Please count the lines in the data below that mention the word "heat", then give only the total.

──────── SUPPLIED INFORMATION ────────

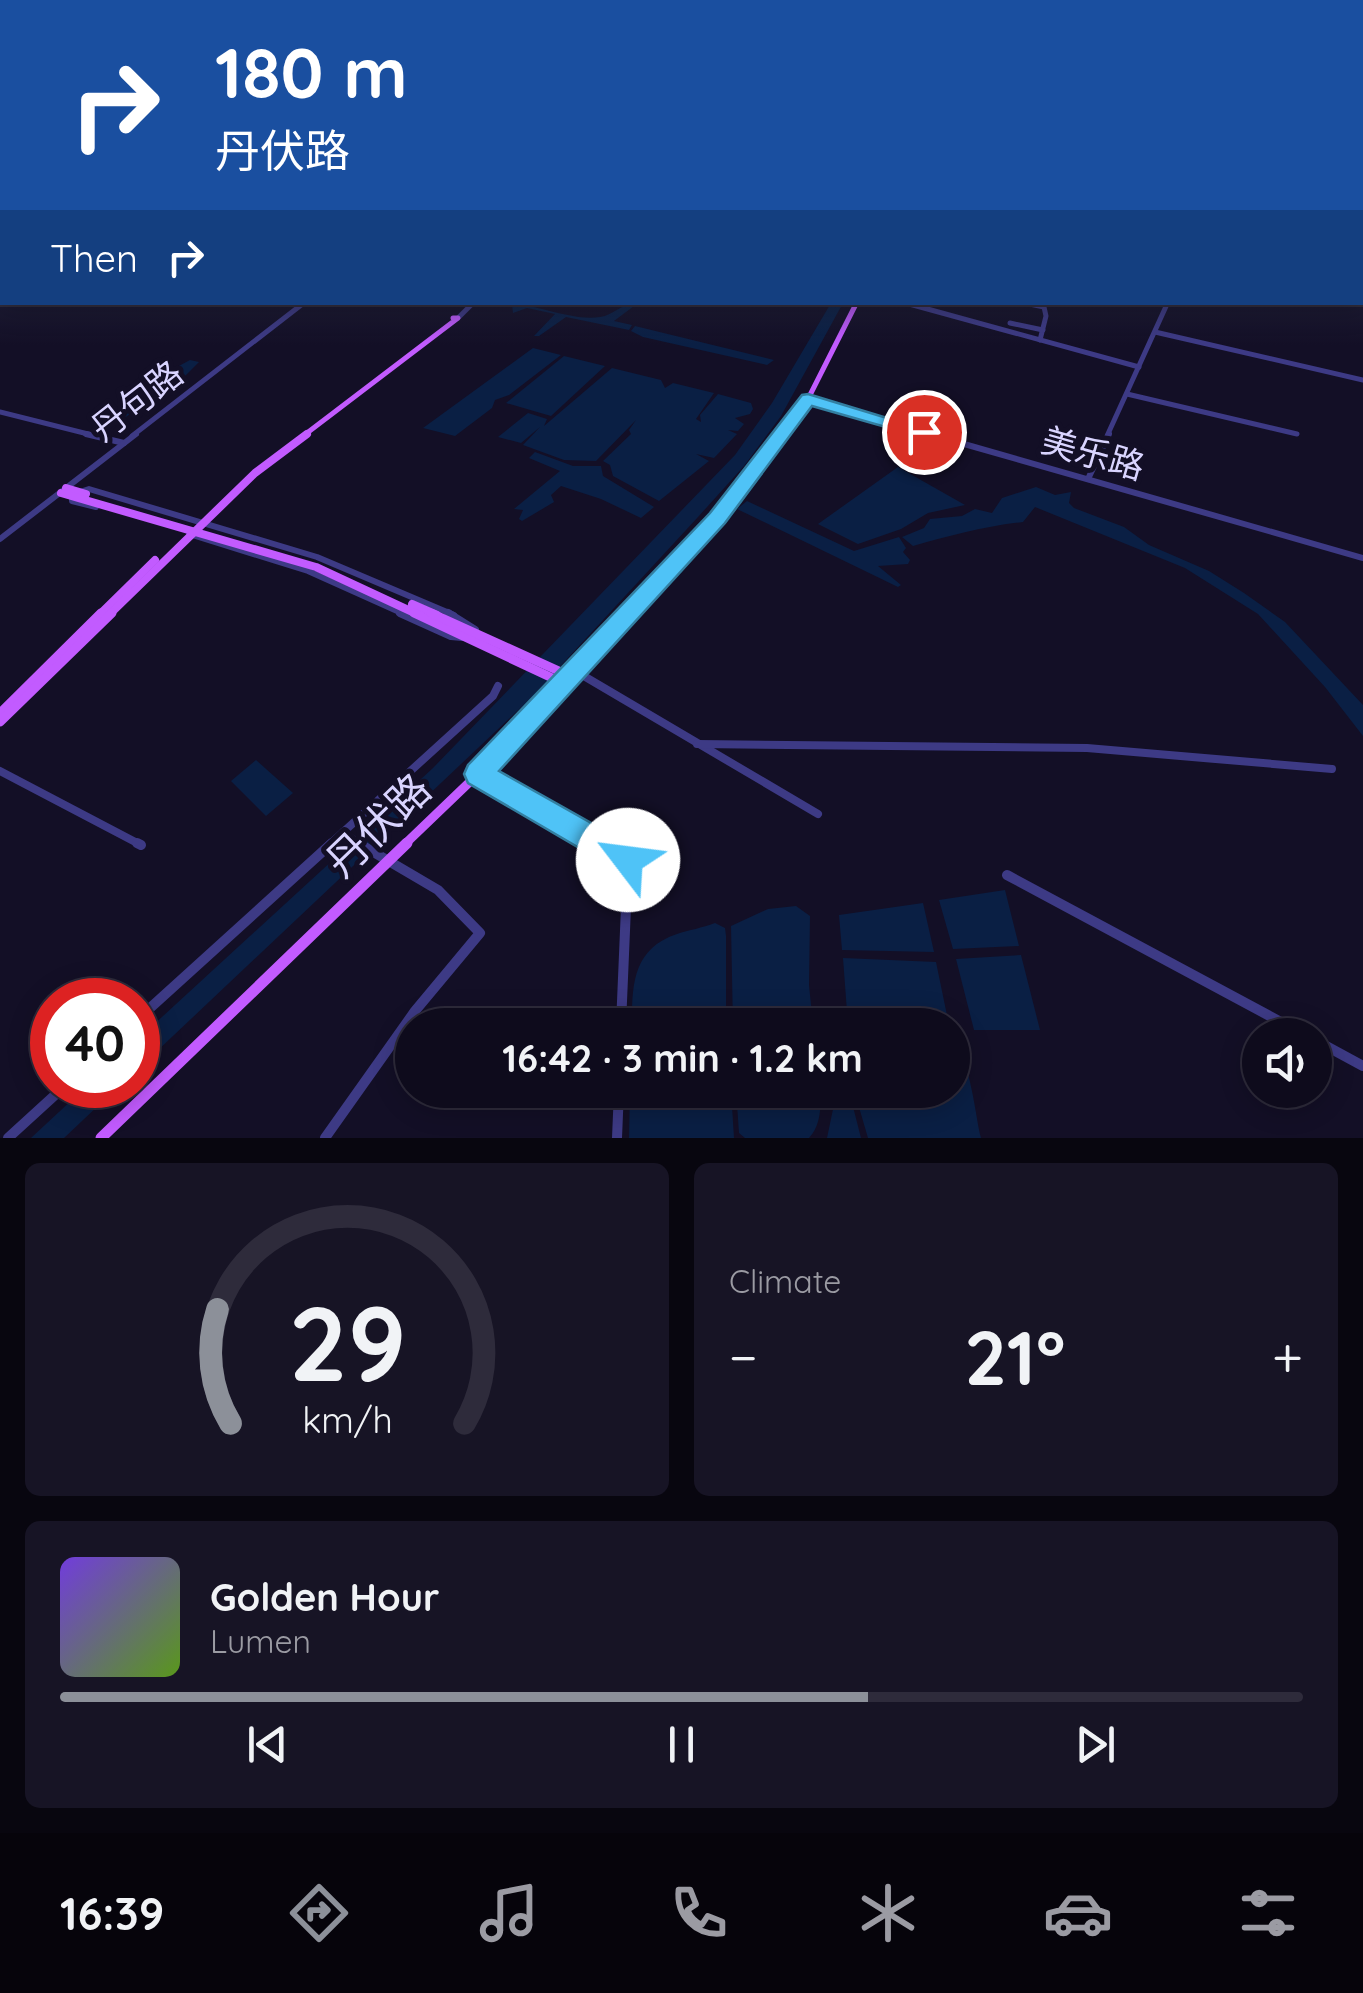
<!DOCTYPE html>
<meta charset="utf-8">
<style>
body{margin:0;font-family:Quicksand,"Noto Sans SC",sans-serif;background:#171425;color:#f1f3f6;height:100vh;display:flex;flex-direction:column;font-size:38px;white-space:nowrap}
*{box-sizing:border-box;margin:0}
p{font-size:32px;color:#9b9ba3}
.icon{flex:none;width:55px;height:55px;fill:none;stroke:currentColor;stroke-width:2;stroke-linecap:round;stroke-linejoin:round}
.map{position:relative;height:1138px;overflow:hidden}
.details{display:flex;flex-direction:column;gap:25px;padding:25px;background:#08060f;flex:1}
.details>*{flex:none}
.guide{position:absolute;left:0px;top:0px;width:1365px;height:305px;box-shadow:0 5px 25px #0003,0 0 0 2px #2e2b3b;background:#1a4fa0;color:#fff;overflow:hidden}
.fabs{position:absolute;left:1242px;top:1018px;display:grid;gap:20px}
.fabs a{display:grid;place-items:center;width:90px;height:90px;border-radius:50%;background:#0e0b1c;box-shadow:0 5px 25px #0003,0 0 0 2px #2e2b3b;font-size:50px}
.speed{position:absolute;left:30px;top:978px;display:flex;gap:20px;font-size:50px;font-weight:700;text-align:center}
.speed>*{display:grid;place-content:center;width:130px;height:130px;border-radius:50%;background:#0e0b1c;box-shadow:0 5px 25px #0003,0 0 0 2px #2e2b3b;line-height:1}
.speed .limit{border:15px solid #d22;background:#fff;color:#111}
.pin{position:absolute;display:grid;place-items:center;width:85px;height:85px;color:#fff;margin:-42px;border:5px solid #fff;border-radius:50%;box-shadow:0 2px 10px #0007}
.me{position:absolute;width:110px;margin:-55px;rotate:300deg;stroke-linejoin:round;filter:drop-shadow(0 0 8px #0008)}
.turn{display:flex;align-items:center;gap:35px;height:210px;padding:0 50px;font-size:45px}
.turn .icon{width:130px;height:130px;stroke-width:2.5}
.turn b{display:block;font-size:70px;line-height:85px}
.then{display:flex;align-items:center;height:95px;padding:0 50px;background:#0003;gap:20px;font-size:38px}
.big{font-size:75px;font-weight:700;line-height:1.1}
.details .tile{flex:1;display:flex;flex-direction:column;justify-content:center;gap:15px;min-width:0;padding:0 35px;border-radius:15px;background:#171425}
.details .dial{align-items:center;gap:0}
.dial svg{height:260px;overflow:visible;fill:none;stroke:#2e2b3b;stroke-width:7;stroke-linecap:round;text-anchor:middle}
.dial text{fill:#f1f3f6;stroke:none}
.song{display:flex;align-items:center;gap:30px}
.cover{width:120px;height:120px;border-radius:15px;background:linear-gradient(135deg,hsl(260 70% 55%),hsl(90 70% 35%))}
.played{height:10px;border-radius:5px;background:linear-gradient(90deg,#8c9099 65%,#2e2b3b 65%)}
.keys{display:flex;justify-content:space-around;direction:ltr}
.heat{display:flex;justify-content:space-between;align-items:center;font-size:55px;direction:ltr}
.details .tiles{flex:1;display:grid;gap:25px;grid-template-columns:1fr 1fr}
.tile:last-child{grid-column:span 2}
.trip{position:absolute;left:395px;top:1008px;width:575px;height:100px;border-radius:50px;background:#0e0b1c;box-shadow:0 5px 25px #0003,0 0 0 2px #2e2b3b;font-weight:700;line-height:100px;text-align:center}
.menu{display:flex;height:160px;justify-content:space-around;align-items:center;background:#06040b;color:#9b9ba3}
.menu .icon{width:70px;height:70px}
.menu .active{color:#8c9099}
.menu b{font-size:45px;color:#f1f3f6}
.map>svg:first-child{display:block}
.water{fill:#0a1f44}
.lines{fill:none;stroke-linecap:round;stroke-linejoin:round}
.minor-far3{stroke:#3d3a85;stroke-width:5}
.minor-far2{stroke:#3d3a85;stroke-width:6}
.minor-far1{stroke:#3d3a85;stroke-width:8}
.minor{stroke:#3d3a85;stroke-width:10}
.major-far3{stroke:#c25bff;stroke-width:5}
.major-far2{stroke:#c25bff;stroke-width:8}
.major-far1{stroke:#c25bff;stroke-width:9}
.major{stroke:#c25bff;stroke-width:11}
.route{fill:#4fc3f7;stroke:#337fa1;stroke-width:2.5}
.labels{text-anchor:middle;stroke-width:10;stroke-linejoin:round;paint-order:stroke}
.street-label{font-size:35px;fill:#d9d4ff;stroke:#130f26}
.near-street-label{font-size:42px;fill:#d9d4ff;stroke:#130f26}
</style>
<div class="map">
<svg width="1363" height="1138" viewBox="0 0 1363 1138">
<rect width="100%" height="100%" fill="#130f26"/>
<g class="water">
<path d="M501 303C532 302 572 322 600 317 614 315 623 302 638 303L614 321 632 325 629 330 566 317 539 336H534L555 314 527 308 513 313 512 305Z"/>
<polygon points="831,303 843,303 781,416 744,466 698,517 531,698 138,1069 138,1039 433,768 735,455 772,403"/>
<polygon points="635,326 774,360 767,365 643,337 631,331"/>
<polygon points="533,348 561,355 509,395 495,400 492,408 455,436 423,428"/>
<polygon points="564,356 605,366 551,416 506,403"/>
<polygon points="190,360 199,362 183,378 108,429 96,426 145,390 151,381"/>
<polygon points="612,368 661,380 665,388 673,383 714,393 696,419 701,422 700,415 718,394 751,403 753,409 750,414 735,418 744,424 738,431 728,430 737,434 714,458 696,454 709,461 659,501 613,476 610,465 603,461 631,434 629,430 636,420 596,461 564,460 523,445 540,427 521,443 498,437 528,413 547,419 544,426"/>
<polygon points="535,452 573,466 601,466 603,476 654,507 641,518 601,499 561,486 551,495 554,502 522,521 519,519 523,510 514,509 560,471 529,458"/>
<polygon points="898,467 965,505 928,513 901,529 858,544 818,524"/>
<path d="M1036 487 1055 495 1071 492 1069 503 1074 508 1124 527 1149 545 1209 571 1244 593 1285 622 1363 705V736L1325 687 1258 614 1185 568 1035 507 1023 522C985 526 949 536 913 546L902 537 924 528 930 519 962 516 975 509 992 513 1002 498Z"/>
<polygon points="747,501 854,551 899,537 906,548 903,552 910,560 908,564 878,566 901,585 898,587 737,509"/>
<polygon points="256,760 293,793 266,816 231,781"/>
<polygon points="1005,890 1019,946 953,949 939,900"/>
<polygon points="923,903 934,952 842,950 839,915"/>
<polygon points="796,906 810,916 809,985 813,1025 733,1025 731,926 768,909"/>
<path d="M715 923 725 928 726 936V1025H632C632 986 632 949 677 934 689 930 702 928 715 923Z"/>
<polygon points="1021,955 1040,1030 974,1030 956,959"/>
<polygon points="843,958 936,962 949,1025 848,1025"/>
<path d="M953 1047C971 1058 975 1116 981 1138H868L854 1090H952Z"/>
<polygon points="88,1085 120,1085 64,1138 31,1138"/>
<polygon points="630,1090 731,1090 734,1138 629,1138"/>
<path d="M736 1090H820C821 1107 821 1125 809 1138H745L739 1133Z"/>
<polygon points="837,1090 846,1090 850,1095 861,1138 827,1138"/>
</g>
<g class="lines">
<g class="minor-far3">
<polyline points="902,302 1139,367"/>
<polyline points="1020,302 1044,307 1046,316 1040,340"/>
<polyline points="458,318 474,302"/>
<polyline points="1010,323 1043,330"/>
<polyline points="1155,332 1363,380"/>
<polyline points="1127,394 1297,434"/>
<polyline points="808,399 937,436"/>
<polyline points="0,412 96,436"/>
<polyline points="132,436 305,302"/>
<polyline points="1107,436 1168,302"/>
</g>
<g class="minor-far2">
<polyline points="86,434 124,443"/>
<polyline points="929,434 1363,558"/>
<polyline points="1088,479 1109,434"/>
<polyline points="80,492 89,489 317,557 454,615"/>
<polyline points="72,496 72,501 96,507"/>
<polyline points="189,534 308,571 406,615"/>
<polyline points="0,539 136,434"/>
</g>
<g class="minor-far1">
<polyline points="400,613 451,636 462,637"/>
<polyline points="448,613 475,630"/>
<polyline points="577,672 818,814"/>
<polyline points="697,744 1087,748 1332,769"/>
<polyline points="0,771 141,845"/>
<polyline points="478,774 602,845"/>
<polyline points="343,832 361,845"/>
<polyline points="329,845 493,696 498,686"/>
</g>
<g class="minor">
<polyline points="137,843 141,845"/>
<polyline points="598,843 628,860 621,1025"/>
<polyline points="1007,875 1305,1035"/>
<polyline points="138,1019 332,843"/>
<polyline points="1315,1040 1363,1066"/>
<polyline points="8,1138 66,1085"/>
<polyline points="325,1138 415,1011 480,933 438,890 358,843"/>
<polyline points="617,1138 619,1090"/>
</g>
<g class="major-far3">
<polyline points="303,436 458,318 453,318"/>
<polyline points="780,436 808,399 857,302"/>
</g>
<g class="major-far2">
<polyline points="66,488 86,494"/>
<polyline points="61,493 316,567 419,615"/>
<polyline points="412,604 437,615"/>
<polyline points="99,615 155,560"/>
<polyline points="109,615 255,473 307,434"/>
<polyline points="627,615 718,518 782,434"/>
</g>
<g class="major-far1">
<polyline points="414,613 565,684"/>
<polyline points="431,613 572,677"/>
<polyline points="0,713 101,613"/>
<polyline points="0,722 112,613"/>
<polyline points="404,845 478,774 629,613"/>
</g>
<polyline class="major" points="101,1138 407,843"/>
</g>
<linearGradient id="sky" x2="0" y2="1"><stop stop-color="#0a0815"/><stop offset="0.54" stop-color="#333752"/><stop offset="1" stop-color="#333752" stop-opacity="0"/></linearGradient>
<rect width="1363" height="345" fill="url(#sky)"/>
<polygon class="route" points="808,394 933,432 924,438 812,406 725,523 499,771 639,850 644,860 639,870 628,874 617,870 468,783 464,774 468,765 710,513 802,395"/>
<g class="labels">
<g class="street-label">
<text transform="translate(137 401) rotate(-38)" y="12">丹句路</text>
<text transform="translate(1093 454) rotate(16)" y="12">美乐路</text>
</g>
<g class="near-street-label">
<text transform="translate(378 825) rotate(-44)" y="15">丹伏路</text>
</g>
</g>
</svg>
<div class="fabs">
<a><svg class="icon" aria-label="sound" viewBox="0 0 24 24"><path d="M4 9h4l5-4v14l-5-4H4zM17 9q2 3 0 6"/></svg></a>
</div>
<div class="speed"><div class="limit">40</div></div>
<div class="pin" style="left:924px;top:432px;background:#d93025"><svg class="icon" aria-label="arrive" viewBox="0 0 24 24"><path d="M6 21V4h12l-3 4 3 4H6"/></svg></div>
<svg class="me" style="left:628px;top:860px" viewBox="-20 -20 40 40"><circle r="19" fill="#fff"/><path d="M0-13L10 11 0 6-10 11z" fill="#4fc3f7"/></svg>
<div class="trip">16:42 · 3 min · 1.2 km</div>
<div class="guide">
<div class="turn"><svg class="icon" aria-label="right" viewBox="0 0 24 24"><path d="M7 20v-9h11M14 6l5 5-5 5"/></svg><div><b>180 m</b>丹伏路</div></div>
<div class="then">Then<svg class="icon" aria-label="right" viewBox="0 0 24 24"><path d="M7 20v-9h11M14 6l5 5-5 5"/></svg></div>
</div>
</div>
<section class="details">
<div class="tiles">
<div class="tile dial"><svg viewBox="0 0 100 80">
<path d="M14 69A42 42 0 1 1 86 69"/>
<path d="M14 69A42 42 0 0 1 10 34" stroke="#8c9099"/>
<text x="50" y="56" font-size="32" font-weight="700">29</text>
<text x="50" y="72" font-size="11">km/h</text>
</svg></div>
<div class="tile"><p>Climate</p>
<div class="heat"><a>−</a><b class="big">21°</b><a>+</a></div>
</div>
<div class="tile">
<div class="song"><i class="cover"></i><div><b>Golden Hour</b><p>Lumen</p></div></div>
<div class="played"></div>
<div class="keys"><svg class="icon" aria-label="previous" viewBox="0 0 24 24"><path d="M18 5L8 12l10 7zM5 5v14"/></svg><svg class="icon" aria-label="pause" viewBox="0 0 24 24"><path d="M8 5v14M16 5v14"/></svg><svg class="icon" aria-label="next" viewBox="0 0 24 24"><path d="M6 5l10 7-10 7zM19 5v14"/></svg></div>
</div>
</div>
</section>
<nav class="menu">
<b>16:39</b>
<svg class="icon active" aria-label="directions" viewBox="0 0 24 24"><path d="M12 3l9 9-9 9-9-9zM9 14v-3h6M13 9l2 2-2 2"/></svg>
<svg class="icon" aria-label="music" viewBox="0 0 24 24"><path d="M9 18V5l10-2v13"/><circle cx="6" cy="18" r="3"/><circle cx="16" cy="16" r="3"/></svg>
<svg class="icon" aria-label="phone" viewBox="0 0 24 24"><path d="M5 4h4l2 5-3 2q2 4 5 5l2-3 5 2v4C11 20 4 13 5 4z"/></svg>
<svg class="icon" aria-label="climate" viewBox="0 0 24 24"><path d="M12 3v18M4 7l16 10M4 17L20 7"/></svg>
<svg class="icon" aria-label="car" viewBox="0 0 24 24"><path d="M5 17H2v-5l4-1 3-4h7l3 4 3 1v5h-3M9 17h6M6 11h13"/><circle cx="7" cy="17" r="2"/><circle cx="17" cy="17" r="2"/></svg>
<svg class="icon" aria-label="filters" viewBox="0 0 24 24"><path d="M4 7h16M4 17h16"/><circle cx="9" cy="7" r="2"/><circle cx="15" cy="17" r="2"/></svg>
</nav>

────────

=== EXPECTED OUTPUT ===
2